Timothy tortrix (Aphelia paleana)
It flies in June to August in damp, rough ground. Note it is plain with a yellowish tinge.

Barred straw (Eulithis pyraliata)
This moth flies from late May to late August in all but northern Scotland. It is found in gardens, woodland, roadside verges and rough grassland.

Dark arches (Apamea monoglypha)

Silver Y (Autographa gamma)
Interestingly there were 6 of these in the trap this morning having had less than this all year, despite seeing upto 20 feeding in the garden at dusk on the red and white valerian.

Diamond-back moth (Plutella xylostella)
This species of micromoth migrates to Britain from mainland Europe.
This is another photo taken at greater than lifesize with the MP-E 65 at 2.5x lifesize.

17 July - Muston moths

Clouded border (Lomaspilis marginata)

Minimum temp 13.6 Centigrade
Moth species count 60
Total moth count 145

New for the year was this buff arches (Habrosyne piritoides)

Gold spot (Plusia festucea) preparing for take-off

Mother of Pearl (Pleuroptya ruralis)

Common rustic (Mesapamea secalis)

Smoky wainscot (Mythimna impura)

Eucosma cana

Grey tortrix (Cnephasia stephensiana)

Ancylis apicella

Eudonia mercurella

Scalloped oak (Crocallis eliguaria)

Dark spinach (Peluga comitata)

Acleris forsskaleana

14 July - Muston moths

Minimum temp 13.2
Moth species count 42
Total moth count 100

A warmer night which was dry. There were 3 new moths for the year: true lover's knot, angle shades and Celypha striana.
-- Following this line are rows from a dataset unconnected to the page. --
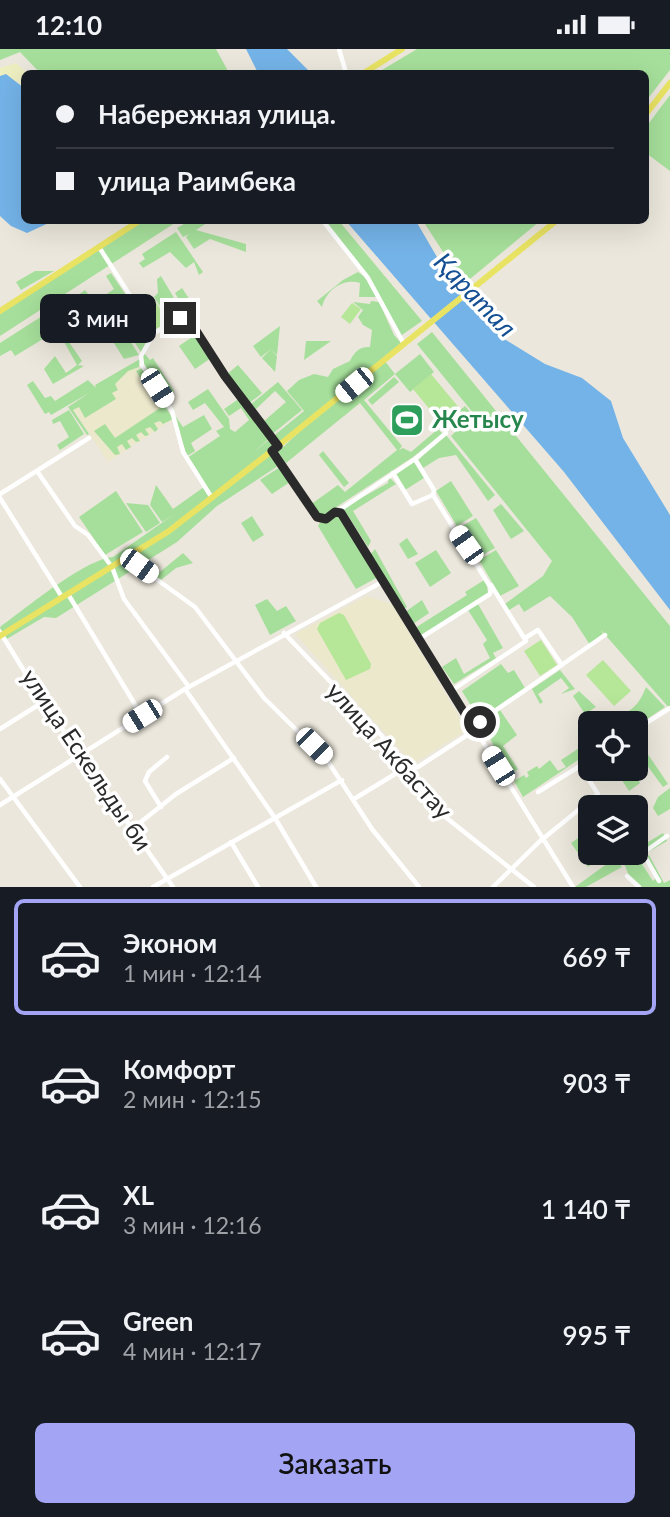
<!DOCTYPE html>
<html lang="ru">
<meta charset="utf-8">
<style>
:root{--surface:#171b24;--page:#20242c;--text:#f1f3f6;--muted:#9ea1a6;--line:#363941;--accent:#a3a4f3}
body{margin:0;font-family:Lato,sans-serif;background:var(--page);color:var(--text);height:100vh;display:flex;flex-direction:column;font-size:26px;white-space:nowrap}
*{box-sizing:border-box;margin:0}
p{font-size:23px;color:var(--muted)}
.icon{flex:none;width:38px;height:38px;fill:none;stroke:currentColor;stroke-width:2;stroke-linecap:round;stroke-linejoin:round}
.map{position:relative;height:838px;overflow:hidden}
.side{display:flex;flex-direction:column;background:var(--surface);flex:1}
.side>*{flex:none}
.top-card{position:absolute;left:21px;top:21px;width:628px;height:154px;border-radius:10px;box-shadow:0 7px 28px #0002;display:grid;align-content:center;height:154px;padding:0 35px;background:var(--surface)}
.tools{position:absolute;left:578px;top:662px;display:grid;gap:14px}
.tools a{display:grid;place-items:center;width:70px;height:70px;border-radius:10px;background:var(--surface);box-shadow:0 7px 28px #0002;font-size:35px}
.end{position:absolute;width:32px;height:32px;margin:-16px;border:9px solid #2a2a2a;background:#fff;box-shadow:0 0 0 4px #fff}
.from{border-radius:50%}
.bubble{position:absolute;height:49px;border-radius:10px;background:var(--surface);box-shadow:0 7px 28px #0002;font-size:23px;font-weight:600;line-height:49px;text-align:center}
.car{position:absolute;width:21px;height:42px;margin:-21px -10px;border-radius:9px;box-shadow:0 0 5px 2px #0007;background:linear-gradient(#fff 24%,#345 0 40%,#fff 0 76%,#345 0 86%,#fff 0)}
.top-card b{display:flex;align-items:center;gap:24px;height:66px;font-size:26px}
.top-card b+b{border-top:2px solid var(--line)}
.top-card i{width:18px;height:18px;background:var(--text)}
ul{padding:12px 0 0;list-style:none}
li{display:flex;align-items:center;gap:21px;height:116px;margin:0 14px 10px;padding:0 21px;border:4px solid transparent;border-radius:10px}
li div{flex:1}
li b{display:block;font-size:26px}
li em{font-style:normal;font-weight:600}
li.active{border-color:var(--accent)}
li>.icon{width:63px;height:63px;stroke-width:1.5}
.cta{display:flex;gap:14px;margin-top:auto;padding:14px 35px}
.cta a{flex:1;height:80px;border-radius:10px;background:var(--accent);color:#111;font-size:28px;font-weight:600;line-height:80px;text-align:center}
.status{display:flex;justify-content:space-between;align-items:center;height:49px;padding:0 35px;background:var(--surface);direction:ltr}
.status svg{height:19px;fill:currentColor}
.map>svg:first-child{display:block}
</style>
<div class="status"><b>12:10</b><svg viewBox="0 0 49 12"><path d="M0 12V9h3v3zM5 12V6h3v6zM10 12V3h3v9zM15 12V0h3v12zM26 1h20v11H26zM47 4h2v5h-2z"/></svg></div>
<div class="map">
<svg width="670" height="838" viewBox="0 0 670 838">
<rect width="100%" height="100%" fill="#ebe7dc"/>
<g fill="#ece8cc">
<polygon points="136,315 172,371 108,413 71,357"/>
<polygon points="367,547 392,555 467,681 413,715 295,585"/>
</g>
<g fill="#a6df9b">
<polygon points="0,0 216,0 229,24 40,24 20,3 0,11"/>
<polygon points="417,0 670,0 670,21 646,52 646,24 377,24"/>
<polygon points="670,46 670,122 646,104 646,78"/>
<polygon points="139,172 178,172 0,287 0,262"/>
<polygon points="189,172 210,172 196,181 246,195 246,203 210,190 194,200 186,188 189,185 183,188 177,179"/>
<polygon points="323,172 339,172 422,272 399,288 371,235"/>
<polygon points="423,172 540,172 464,235"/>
<polygon points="176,183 203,223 199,226 194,213 186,219 170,203 143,219 139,214 145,210 142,205"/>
<polygon points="35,222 54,222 21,241 16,233"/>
<path d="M 358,223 L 365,228 L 376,248 L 359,248 L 360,234 C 343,229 326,241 322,258 L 317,252 L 343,231 Z"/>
<polygon points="111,224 128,249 113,259 105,246 114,240 106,227"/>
<polygon points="161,227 174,249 160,257 154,248 158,244 157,230"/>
<polygon points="182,239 196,260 182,268 183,258 175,244"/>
<polygon points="85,241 94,253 103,248 111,260 96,269 89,259 79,266 70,252"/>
<path d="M 371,252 L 379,253 L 394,286 L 402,295 L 272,402 L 281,415 L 217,457 L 177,493 L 56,569 L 44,568 L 5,591 L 0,578 C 25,560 85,510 113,508 L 173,466 L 162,473 L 150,456 L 156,436 L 173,460 L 204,438 L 187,409 L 220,387 L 216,382 L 224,378 L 205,354 L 193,361 L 188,353 L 208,340 L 229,370 L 230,380 L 235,383 L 249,371 L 241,359 L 229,367 L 224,360 L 240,349 L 271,388 L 254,403 L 304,362 L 287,342 L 299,331 L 314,325 L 328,328 L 333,320 L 350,312 C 354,303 360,297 370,298 L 372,281 L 363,276 L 358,268 L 363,261 L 353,253 L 370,255 Z"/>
<polygon points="68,253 76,267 67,273 72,284 68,286 53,264"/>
<polygon points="129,254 140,269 129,276 126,273 123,275 116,263"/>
<polygon points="50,262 61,279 15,307 11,301 0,307 0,294"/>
<polygon points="112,264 139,306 124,310 100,272"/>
<polygon points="143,270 152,283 141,303 129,285 130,278"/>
<polygon points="280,277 277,306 271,301 277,307 275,323 262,309 271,300 261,308 253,297"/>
<polygon points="60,280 82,312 78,316 84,317 53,335 44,320 55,307 66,324 77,316 58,282"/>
<polygon points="432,283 670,577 670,660 601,581 603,585 590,596 572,568 550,547 524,563 519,555 509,561 505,555 543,527 552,512 451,387 474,365 417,295"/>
<polygon points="195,286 211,309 195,320 179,297"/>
<polygon points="306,292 331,292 304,311"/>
<polygon points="143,303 150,311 153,309 174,342 165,348 143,315"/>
<polygon points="420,305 434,323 410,343 395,325 364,351 402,397 399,401 403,399 411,403 438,380 443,385 413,408 321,468 310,456 338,436 345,443 397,401 360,354 286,414 278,403 316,367 384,311 395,325"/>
<polygon points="140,310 139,318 128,322 115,335 118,341 112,344 116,350 85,369 79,358 73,361 89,385 87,386 68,358 89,344 51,366 49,363 45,365 27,336 33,332 45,349 51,347 55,352 88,331 96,339 95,336"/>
<polygon points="238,316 262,344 247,356 225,327"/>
<polygon points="142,319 173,370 163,375 160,372 154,374 158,380 155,383 150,378 145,380 149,386 145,387 141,383 136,386 140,392 136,393 132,389 127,392 131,398 126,401 122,395 117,398 120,405 115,406 94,382 105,375 115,389 160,359 136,322"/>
<polygon points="394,328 399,333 372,356 368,351"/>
<polygon points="278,333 302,361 271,386 263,373 286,353 275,342 255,361 250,356"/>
<polygon points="465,357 471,364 447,382 441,377"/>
<polygon points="69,361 84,385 60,401 57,396 69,388 60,372 53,375 52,371"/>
<polygon points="174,365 183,378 204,366 212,380 191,394 195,402 187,407"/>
<polygon points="446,386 495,446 488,452 456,406 439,409 423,419 418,411"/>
<polygon points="323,402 349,434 344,438 319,406"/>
<polygon points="414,413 424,429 405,441 395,425"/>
<polygon points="280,418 290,433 272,445 260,431"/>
<polygon points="389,428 396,435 353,462 371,492 368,498 343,459 388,434"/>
<polygon points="451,432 473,467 457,477 436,442"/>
<polygon points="116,442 143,483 105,506 79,468"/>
<polygon points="126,454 148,456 160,474 146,483"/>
<polygon points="501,455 524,482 511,490 493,461"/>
<polygon points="338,462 378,528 356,540 318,477 321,471"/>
<polygon points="252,467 264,486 253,493 241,474"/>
<polygon points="476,469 495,499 477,509 459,479"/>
<polygon points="407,489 418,505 408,510 399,495"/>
<polygon points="375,500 407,558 403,560 370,506"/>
<polygon points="436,501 451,524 430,538 415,514"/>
<polygon points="496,501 519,537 500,547 479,511"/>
<polygon points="183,504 193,514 176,519 161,531 155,527"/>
<polygon points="486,530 488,544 421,587 415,579 467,546 465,543"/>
<polygon points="267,550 277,562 286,557 296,572 270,586 255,556"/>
<polygon points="422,551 429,564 413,575 405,563"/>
<polygon points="478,555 503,599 493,604 496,609 454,635 442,618 456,609 464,625 490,609 483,595 487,591 468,561"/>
<polygon points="501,615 508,624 514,621 525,639 479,670 462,642"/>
<polygon points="560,621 575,640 561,645 569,639 561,629 538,645 543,653 540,655 532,640"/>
<path d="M 646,638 L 665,658 L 635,678 L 635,674 L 615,674 L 611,667 C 631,665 639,656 646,638 Z"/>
<polygon points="579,642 596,658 585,665 573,647"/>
<polygon points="500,661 517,686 503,697 518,720 510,725 481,674"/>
<polygon points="635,686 668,735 663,738 635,700"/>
<polygon points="590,692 590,703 523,748 514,732 524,726 526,729 529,727 527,723 537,717 539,720 550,711 558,722 566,718 561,711"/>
<polygon points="620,719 630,719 640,734 629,742 616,722"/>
<polygon points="670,739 670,760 658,767 653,759 658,748"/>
<polygon points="590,781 590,803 609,803 588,818 571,794"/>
<polygon points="663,784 667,792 638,809 653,832 656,829 644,809 649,806 664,834 670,831 670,838 641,838 629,827 622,809"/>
<polygon points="615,809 622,818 586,838 575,838"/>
</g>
<polygon fill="#edefc1" points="16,14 27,24 24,24 24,39 19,33 0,27 0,19"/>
<g fill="#b6e697">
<polygon points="153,249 168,272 154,282 138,259"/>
<polygon points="352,254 361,260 350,275 341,268"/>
<polygon points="431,325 460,360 442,375 413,340"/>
<polygon points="339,564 344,566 371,615 370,620 346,631 317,580 320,574"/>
<polygon points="541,591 557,616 540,627 524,602"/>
<polygon points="603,611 631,642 614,657 586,626"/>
</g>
<g fill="#74b3e8">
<polygon points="246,0 287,0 311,24 258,24"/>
<polygon points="6,25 24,39 24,172 53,172 27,184 11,177 0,167 0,27"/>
<polygon points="346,172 416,172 451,232 501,288 545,315 582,329 611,352 623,389 670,466 670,561 564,423"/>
</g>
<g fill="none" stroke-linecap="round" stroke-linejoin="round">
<g stroke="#fff" stroke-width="4.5">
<polyline points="339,0 346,24"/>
<polyline points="323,172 368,229 404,295"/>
<polyline points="99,198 154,284 180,269 189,271 225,327 278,397"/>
<polyline points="154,284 141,307 142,316 172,362 183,403 212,449"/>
<polyline points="272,402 317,468 325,470 335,463 341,464 573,838"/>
<polyline points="415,410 446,384"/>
<polyline points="37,422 75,477 88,486 112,518 124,550 189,638"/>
<polyline points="393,424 412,455 433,446"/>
<polyline points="0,445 89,389"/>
<polyline points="0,449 62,548"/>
<polyline points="338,462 415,410 434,441 433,446 491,539 490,545 419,590"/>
<polyline points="127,509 195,558 264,649 327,711 372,780 419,838"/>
<polyline points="68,545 142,667"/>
<polyline points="0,583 44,654 173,838"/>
<polyline points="284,584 382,687 444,767 534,838"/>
<polyline points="525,589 538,581 562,616"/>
<polyline points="185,640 275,769 316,838"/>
<polyline points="451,642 526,592 491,536"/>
<polyline points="0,680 43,653"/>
<polyline points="635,681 670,659"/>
<polyline points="0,730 80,838"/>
<polyline points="538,743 580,717"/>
<polyline points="354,750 400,722 418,718 475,681 479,673 605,586"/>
<polyline points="0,756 185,640 384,532"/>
<polyline points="161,758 145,732 149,723 167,708"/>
<polyline points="132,780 176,745 234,709"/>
<polyline points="231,793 258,838"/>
<polyline points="627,827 639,838"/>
<polyline points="659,832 643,804 667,787"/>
<polyline points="153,838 342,731"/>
<polyline points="493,838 539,793 598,745 580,717 590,711"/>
</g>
<g stroke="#e9e363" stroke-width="6">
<polyline points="364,24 402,0"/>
<polyline points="646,65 670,34"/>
<polyline points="0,262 139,172"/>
<polyline points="0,587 169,482 278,397 556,172"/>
</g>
</g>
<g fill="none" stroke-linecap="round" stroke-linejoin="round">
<polyline stroke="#2a2a2a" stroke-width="9" points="180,269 189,271 225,327 278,397 272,402 317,468 326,470 335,463 341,464 475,681 480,673"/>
</g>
<defs>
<g id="stadium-square" transform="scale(1.75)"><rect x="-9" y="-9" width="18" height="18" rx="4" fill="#2e9e5b" stroke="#fff"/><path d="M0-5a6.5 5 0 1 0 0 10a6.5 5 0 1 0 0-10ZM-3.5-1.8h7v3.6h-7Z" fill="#fff"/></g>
</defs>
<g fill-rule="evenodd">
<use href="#stadium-square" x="407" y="371"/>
</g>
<g text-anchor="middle" stroke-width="7" stroke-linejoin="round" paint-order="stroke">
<g font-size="24" font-weight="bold" fill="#27864d" stroke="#fff" text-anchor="start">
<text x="432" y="379">Жетысу</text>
</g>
<g font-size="24" fill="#2a2a2a" stroke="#fff">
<text transform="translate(389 702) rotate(48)" y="8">улица Акбастау</text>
<text transform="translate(86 711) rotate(56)" y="8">улица Ескельды би</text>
</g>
<g font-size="26" font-style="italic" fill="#144f93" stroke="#fff">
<text transform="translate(475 246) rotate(46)" y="9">Қаратал</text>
</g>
</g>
</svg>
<div class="tools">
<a><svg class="icon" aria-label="locate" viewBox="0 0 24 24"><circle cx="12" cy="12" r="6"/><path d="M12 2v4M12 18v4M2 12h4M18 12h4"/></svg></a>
<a><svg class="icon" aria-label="layers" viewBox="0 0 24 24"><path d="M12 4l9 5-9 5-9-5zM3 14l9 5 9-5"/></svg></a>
</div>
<i class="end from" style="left:480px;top:673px"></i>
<i class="end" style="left:180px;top:269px"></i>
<div class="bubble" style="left:40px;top:245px;width:116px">3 мин</div>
<i class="car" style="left:354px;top:336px;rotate:231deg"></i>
<i class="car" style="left:157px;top:339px;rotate:147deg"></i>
<i class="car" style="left:466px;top:496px;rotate:325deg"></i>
<i class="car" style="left:139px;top:517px;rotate:126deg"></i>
<i class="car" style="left:142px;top:667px;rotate:238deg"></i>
<i class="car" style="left:314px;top:697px;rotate:135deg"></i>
<i class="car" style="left:498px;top:717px;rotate:328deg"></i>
<div class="top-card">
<b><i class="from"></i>Набережная улица.</b>
<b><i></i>улица Раимбека</b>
</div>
</div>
<section class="side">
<ul>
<li class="active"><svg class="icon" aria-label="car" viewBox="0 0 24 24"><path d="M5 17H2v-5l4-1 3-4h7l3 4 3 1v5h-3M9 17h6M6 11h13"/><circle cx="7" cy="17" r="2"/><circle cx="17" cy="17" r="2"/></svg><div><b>Эконом</b><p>1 мин · 12:14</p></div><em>669 ₸</em></li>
<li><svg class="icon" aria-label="car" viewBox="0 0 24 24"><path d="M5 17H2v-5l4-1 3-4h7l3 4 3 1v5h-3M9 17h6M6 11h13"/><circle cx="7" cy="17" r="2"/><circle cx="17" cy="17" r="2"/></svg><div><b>Комфорт</b><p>2 мин · 12:15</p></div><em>903 ₸</em></li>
<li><svg class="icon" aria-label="car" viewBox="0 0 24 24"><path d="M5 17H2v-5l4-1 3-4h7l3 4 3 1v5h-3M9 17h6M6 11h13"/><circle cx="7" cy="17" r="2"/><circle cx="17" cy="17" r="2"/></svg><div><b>XL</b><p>3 мин · 12:16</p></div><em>1 140 ₸</em></li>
<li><svg class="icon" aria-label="car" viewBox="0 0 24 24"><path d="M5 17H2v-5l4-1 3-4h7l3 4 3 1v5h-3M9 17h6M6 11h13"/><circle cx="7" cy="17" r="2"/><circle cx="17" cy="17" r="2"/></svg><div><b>Green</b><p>4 мин · 12:17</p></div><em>995 ₸</em></li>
</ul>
<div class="cta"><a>Заказать</a></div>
</section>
Angle shades (Phlogophora meticulosa)

Male large fruit-tree tortrix (Archips podana)

True lover's knot (Lycophotia porphyrea)
A common moth usually found in acid heathland and high moorland. It may breed on cultivated heathers which is why it may be found in gardens far from its usual habitat. It flies from June to August.

True lover's knot - this image was converted to infrared to get an impression of what creatures that see this way see when the lepidoptera look so camouflaged to our eyesight.

12 July - Muston moths

Minimum temperature 10.4 Centigrade. Showery.
Moth species count 53
Total moth count 124

A reasonable night. New to the garden was the yellow shell. A broad-bordered yellow underwing was the first of the year, as was a common rustic. There were 2 Mother of Pearl micromoths that were firsts for the year.

Common emerald (Hemithea aestivaria)
A single generation moth flying late June to late July. It flies from dusk visiting flowers after dark, such as wild privet and creeping thistle. Its habitat is woodlands, hedgerows, scrub on heathland and downland, and gardens.

Marbled minor (Oligia strigilis)

Yellow shell (Camptogramma bilineata)

Double square-spot (Xestia triangulum)
This is a rather pale example. It is a single generation moth that flies from June to early August. It is common throughout Britain and is found in deciduous woodland, hedgerows and gardens.

Dot moth (Melanchra persicariae)
It is obvious where this moth's name came from.

Large yellow underwing (Noctua pronuba)
This is one of the commonest moths in summer and its numbers are now noticably increasing with 21 in the trap this morning. It flies from June to October or November. It is ubiquitous and common th
roughout Britain.

Flame shoulder (Ochropleura plecta)

Common wainscot (Mythimna pallens)

Broad-bordered yellow underwing (Noctua fimbriata)
This moth flies between July and September. It emerges in July and then hides until August/September. It is found in wooded areas and in limited numbers in gardens throughout mainland Great Britain.

Plum tortrix (Hedya pruniana)
Small magpie (Eurrhypara hortulata)

Lozotaenia forsterana
The largest tortrix. It flies in June and July when it is common in parks, gardens and woods.

Pseudargyrotoza conwagana

Mother of Pearl (Pleuroptya ruralis)

Male yellow tail (Euproctis similis)

The black dot on the forewing identifies this as a male. The female is all white. Its yellow tail is displayed when it feels threatened.